Does someone have a code sample on how to model missing values? In theory, I understand that the missing values can be considered just like any other random variables. However, it would be great if I could get a head start on how to write this with Pyro?
P.S.: This is my first time applying theory using a PPL and still trying to calibrate the theory/practice transfer.
There are many ways to model missing data in a PPL like Pyro. I think the main techniques are:
make partial observations sequentially via pyro.sample(..., obs=x) where x is either a tensor or None.
make partial observations in parallelusing poutine.mask to include only observed data in the log prob
optionally model missingness via pyro.sample("present", Bernoulli(p_observed), obs=present)
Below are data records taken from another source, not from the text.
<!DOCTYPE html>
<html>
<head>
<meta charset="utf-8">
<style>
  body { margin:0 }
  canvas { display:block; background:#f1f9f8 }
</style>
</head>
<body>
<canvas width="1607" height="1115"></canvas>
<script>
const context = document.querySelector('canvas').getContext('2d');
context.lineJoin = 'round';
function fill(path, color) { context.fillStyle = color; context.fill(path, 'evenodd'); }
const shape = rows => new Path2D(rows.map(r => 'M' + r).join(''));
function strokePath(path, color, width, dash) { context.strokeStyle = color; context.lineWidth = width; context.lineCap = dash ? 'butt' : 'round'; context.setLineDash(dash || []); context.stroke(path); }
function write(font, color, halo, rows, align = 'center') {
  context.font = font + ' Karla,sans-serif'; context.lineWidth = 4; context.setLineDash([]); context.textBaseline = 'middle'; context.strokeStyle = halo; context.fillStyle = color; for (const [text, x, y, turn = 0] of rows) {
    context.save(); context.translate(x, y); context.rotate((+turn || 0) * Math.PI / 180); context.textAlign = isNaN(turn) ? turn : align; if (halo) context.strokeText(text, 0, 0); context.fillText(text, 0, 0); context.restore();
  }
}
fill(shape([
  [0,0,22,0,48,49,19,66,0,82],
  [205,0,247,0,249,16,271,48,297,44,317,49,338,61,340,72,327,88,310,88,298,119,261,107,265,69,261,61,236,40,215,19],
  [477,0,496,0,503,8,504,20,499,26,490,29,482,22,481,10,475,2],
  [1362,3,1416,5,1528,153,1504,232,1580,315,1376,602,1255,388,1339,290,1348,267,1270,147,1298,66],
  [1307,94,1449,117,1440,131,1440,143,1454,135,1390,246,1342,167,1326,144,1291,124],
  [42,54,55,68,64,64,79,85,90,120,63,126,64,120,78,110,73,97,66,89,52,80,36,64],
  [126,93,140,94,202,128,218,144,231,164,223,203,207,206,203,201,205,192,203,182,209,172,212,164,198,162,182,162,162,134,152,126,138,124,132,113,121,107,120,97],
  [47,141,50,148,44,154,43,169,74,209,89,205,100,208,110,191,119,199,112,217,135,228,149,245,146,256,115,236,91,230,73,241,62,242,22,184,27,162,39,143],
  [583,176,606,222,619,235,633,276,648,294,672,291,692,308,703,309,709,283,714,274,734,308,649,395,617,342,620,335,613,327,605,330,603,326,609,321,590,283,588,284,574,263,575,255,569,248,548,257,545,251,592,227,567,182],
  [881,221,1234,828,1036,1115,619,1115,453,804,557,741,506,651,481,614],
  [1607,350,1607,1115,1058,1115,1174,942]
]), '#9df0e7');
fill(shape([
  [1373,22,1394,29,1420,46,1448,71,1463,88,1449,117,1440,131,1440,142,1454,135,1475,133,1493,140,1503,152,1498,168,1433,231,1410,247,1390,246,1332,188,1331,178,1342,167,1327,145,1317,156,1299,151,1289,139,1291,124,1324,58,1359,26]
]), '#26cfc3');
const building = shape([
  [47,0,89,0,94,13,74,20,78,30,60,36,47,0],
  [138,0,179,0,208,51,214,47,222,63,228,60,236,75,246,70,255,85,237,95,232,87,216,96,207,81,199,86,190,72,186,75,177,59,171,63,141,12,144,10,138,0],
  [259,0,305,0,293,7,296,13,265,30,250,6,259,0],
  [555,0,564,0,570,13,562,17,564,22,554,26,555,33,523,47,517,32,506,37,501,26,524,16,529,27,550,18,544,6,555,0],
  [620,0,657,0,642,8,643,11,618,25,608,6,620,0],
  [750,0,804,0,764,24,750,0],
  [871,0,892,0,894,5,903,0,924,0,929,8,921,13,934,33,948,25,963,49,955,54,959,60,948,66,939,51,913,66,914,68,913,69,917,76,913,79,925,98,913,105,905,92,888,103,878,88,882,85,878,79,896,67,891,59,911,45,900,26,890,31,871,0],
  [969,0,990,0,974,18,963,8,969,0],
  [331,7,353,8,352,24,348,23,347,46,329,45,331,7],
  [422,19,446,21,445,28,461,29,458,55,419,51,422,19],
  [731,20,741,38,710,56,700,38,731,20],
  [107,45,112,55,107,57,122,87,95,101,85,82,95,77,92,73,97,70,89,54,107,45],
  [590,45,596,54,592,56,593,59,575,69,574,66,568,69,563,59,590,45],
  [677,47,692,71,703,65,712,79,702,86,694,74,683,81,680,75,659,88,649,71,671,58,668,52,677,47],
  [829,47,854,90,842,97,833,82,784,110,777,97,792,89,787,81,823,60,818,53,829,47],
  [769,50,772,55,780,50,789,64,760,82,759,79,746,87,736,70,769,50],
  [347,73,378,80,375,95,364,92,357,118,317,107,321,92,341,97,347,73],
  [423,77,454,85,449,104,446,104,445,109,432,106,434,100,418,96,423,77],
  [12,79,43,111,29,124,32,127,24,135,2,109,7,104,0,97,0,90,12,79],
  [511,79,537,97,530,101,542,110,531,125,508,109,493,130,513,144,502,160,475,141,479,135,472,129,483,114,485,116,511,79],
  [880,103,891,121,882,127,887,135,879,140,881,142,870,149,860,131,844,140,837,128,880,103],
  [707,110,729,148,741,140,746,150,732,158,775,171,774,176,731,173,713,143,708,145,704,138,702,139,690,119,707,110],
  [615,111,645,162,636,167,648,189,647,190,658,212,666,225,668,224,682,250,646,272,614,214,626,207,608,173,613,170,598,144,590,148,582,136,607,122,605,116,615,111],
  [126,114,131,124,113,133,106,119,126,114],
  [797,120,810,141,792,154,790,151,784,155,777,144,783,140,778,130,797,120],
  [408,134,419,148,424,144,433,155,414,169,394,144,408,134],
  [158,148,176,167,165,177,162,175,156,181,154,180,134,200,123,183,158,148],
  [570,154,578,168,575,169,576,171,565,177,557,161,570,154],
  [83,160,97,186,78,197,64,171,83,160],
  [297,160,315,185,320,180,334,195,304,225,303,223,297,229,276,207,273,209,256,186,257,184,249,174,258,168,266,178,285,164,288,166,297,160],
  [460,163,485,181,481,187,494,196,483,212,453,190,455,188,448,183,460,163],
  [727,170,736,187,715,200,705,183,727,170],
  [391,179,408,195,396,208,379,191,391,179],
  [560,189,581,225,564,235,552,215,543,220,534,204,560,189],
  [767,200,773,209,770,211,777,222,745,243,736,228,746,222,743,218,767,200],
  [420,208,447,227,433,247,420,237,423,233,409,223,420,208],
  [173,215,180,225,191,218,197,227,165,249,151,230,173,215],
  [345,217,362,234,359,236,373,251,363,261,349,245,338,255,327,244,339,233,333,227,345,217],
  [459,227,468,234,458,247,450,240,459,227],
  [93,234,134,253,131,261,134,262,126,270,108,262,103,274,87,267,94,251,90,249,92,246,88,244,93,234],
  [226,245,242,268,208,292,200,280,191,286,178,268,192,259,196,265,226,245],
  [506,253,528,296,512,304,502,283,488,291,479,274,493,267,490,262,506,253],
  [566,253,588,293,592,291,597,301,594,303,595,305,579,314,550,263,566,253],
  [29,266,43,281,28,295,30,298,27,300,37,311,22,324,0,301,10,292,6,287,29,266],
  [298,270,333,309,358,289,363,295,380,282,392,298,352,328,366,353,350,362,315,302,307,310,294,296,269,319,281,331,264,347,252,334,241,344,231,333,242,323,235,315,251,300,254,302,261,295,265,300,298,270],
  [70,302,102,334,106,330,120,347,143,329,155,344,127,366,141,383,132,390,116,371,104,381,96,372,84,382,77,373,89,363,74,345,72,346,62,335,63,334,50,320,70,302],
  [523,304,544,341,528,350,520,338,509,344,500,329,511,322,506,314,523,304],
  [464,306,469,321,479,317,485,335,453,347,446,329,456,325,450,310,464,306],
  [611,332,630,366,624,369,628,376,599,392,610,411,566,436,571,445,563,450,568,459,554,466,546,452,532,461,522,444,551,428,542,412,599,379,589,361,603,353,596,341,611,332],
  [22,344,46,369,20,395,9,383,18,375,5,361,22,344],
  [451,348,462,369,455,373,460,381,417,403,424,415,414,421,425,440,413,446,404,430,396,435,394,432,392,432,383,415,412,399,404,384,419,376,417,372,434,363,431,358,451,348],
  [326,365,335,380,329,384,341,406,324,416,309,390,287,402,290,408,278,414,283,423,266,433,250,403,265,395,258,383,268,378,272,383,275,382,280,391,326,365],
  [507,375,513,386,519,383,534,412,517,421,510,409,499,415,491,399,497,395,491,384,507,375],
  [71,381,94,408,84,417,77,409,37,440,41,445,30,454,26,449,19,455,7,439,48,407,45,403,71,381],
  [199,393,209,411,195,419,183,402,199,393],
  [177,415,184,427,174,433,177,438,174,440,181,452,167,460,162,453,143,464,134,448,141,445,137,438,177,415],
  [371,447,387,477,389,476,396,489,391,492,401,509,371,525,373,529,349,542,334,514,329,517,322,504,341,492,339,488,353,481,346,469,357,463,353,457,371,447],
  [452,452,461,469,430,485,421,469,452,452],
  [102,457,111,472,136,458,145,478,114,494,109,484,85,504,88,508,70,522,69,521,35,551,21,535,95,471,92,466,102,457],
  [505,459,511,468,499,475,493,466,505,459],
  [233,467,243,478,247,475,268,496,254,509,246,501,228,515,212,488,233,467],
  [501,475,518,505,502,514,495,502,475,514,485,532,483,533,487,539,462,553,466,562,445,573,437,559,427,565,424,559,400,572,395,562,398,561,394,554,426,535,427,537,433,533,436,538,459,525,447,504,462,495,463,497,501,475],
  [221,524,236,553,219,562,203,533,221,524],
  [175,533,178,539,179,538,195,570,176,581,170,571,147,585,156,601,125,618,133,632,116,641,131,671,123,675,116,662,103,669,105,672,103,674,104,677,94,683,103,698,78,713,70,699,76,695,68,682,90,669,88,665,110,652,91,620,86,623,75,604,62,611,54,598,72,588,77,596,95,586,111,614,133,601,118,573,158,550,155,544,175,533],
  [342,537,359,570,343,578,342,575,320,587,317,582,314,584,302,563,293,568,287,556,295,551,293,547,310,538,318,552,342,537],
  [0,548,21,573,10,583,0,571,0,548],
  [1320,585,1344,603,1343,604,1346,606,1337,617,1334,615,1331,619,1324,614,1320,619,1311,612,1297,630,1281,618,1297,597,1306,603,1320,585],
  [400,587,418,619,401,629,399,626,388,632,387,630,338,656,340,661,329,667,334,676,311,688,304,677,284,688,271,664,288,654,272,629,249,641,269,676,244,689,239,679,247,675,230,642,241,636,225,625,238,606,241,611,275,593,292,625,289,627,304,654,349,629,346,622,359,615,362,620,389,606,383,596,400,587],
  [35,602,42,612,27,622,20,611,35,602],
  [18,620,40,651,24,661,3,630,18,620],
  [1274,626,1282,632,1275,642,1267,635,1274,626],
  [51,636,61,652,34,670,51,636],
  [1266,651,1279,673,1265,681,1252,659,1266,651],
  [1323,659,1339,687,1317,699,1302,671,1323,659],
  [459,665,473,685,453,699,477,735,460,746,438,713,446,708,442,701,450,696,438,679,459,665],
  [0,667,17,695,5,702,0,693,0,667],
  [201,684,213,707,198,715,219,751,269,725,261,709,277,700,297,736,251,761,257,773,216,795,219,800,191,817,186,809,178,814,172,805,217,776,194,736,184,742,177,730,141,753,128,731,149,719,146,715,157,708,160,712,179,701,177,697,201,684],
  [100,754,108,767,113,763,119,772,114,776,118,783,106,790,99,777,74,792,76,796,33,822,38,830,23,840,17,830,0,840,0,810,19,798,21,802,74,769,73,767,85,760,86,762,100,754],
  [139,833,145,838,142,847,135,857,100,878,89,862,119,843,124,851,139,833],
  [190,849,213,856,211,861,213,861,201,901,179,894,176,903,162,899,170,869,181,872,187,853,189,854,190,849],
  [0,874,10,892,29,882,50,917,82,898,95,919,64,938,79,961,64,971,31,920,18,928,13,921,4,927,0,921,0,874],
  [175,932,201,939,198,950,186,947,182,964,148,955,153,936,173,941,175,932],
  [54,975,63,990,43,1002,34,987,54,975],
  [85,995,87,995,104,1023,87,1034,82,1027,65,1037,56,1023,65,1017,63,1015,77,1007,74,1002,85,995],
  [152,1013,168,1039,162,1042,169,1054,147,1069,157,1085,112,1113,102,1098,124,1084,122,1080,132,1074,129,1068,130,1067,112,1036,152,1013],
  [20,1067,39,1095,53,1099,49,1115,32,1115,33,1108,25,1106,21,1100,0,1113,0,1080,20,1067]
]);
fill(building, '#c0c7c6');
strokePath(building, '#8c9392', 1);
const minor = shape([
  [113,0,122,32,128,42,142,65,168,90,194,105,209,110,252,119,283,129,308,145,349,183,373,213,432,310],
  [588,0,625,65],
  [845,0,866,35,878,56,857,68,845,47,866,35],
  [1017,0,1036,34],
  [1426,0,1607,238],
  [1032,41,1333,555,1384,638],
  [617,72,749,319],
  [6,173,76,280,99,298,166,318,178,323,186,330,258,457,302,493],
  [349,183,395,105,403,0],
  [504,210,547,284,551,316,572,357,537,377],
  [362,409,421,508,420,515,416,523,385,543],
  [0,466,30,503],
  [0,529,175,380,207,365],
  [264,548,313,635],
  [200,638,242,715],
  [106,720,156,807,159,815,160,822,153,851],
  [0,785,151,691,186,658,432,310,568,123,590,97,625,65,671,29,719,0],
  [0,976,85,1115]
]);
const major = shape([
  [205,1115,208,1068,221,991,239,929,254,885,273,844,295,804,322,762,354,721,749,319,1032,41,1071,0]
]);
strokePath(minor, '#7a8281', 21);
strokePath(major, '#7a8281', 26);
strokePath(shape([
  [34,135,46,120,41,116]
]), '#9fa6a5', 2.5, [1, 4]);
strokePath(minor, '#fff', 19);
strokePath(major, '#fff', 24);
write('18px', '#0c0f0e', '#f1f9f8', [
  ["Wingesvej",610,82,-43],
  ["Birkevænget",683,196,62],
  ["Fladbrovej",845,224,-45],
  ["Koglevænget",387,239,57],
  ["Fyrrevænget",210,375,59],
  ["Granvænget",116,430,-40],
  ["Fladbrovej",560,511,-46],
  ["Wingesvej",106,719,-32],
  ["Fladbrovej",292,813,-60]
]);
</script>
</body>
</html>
For example, suppose you have a dataset of inputs x and partially observed outputs y:
def model(x, y, y_present):
assert x.dtype == torch.float
assert x.dtype == torch.float
assert x.shape == y.shape
assert y_present.dtype == torch.uint8
with pyro.plate("data", len(x)):
# Model the data that is observed:
with poutine.mask(y_present):
pyro.module("loc_nn", my_loc_nn)
loc = my_loc_nn(x)
pyro.sample("y", Normal(loc, 1.),
obs=y)
# Model whether data is observed:
pyro.module("presence_nn", my_presence_nn)
p_present = my_presence_nn(x)
pyro.sample("y_present", Bernoulli(p_present),
obs=y_present.float())
I’m unclear how this implementation would look like right inside the model. Do you mind providing rough hints as to what I should be doing using the Pyro PPL?